Is that ecosystem being facilitated by the city council?
“Yes, there is a municipal program with partners such as the regional development company Innovation Quarter. And we are also investing in those hubs that I have just mentioned: in order to be able to work well in them with each other. In many cases, it is not directly funded by the municipality. The municipality primarily strives to bring parties together. Venture Café in the CIC organizes an event every week. There is a subsidy for that. Although it only serves to kick-start events. Ultimately, the organization must operate independently. There is more than just Venture Café. There’ s 42workspace on the Witte de Withstraat. They also have weekly events. We have the Startup Foundation at Wijnhaven, where there events are also held. There are all kinds of places in Rotterdam where creators and inventors of innovative companies get to meet each other. The municipality has an active role in this in some cases and a less active role in others. There are also network meetings at BlueCity. Different sectors meet each other in these places: the circular entrepreneurs can be found at BlueCity, Life Science and Health at Lee Towers.”
If Rotterdam wins, what does that mean for Rotterdam? And for the Netherlands?
“The fact that we’re in the final is already a wonderful thing.
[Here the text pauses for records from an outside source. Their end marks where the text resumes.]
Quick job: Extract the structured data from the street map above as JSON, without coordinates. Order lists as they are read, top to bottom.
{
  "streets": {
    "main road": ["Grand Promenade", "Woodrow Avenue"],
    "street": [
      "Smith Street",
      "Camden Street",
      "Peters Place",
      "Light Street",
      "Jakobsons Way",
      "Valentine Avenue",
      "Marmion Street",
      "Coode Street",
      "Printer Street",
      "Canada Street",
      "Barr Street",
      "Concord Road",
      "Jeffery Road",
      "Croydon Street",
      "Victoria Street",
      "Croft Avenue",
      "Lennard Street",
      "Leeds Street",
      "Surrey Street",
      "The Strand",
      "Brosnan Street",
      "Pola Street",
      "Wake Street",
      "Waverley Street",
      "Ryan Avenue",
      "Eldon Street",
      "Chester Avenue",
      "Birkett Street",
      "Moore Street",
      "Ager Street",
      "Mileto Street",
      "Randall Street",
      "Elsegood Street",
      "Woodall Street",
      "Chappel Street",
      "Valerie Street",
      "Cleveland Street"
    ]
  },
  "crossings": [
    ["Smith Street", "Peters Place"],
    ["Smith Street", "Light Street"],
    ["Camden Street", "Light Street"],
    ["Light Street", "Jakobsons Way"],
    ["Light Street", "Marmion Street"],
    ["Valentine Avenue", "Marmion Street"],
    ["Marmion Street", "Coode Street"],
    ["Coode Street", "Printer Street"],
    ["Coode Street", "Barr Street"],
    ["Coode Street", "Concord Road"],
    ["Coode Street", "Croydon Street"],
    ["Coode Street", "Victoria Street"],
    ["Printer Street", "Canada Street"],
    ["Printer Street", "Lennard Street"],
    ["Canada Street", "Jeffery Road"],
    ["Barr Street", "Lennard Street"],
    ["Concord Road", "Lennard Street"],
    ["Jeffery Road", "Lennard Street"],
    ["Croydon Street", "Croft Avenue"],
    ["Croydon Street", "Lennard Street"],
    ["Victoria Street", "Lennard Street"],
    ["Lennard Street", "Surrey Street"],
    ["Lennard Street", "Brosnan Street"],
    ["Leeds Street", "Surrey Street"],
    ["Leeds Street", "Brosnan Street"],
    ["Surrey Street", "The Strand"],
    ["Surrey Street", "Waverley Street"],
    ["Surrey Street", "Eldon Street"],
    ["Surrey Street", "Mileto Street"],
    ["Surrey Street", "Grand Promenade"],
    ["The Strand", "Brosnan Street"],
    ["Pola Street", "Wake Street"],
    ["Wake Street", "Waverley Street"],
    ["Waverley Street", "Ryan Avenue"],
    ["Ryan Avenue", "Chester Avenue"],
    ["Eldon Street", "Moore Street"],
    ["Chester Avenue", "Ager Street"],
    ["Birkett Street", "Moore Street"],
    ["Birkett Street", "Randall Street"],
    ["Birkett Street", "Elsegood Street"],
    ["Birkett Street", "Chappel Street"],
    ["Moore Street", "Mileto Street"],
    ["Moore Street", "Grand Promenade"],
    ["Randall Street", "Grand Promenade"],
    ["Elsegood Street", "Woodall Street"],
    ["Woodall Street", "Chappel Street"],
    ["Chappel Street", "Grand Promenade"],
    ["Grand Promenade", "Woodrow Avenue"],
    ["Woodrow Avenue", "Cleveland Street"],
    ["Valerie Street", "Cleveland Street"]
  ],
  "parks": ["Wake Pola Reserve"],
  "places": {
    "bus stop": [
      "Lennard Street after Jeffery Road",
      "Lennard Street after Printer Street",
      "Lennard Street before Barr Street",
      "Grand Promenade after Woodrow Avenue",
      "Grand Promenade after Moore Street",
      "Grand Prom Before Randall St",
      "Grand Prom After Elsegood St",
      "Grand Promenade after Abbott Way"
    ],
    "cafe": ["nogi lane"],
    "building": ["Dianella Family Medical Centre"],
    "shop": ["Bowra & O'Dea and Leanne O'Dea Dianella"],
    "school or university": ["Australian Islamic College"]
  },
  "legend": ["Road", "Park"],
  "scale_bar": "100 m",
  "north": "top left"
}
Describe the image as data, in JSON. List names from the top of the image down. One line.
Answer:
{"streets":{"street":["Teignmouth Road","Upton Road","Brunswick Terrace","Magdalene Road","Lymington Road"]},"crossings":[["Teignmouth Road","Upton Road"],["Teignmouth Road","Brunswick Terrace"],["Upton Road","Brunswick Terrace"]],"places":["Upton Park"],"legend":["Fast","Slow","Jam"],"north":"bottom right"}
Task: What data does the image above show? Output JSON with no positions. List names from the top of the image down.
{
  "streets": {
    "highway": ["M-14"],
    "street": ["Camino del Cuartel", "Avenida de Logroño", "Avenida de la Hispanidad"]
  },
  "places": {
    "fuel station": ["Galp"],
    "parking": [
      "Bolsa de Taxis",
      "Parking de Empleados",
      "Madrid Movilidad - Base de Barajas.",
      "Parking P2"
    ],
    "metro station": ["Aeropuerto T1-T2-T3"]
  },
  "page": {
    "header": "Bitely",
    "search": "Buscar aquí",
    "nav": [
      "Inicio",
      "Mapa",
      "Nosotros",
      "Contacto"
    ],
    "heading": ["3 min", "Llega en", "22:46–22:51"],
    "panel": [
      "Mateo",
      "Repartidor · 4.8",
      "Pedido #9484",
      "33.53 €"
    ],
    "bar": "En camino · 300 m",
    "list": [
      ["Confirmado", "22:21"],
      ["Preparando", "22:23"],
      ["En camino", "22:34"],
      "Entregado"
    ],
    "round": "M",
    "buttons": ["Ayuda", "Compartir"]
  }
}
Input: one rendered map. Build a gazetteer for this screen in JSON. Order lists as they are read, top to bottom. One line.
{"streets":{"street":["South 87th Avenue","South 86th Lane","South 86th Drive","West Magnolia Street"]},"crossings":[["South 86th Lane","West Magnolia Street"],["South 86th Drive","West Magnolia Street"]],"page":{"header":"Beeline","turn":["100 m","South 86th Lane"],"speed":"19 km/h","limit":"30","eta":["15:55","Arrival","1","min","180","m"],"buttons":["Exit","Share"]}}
There are 28 cities that have enrolled. Therefore we did a good job. Amsterdam won in 2016. Now we are in the finals. That means that the Netherlands is now back on track. That’s nice. Last year the Netherlands was not one of the participants. No city had signed up. Rotterdam will get 1 million euro if we win it. We want that to benefit CityLab010, the renowned program wherein innovative projects stemming from the neighborhoods are carried out.”
Does the city choose to invest primarily in social innovation like that?
“CityLab010 frequently makes a social impact. Because of the ideas that come out of the neighborhoods. So yes. Strictly economically-driven start-ups who need money to grow, usually find their way to investors regardless. But if we win that award, it will also be good for the city’s PR. We all want to show what we have to offer. We can’t have enough new starters and investors in Rotterdam.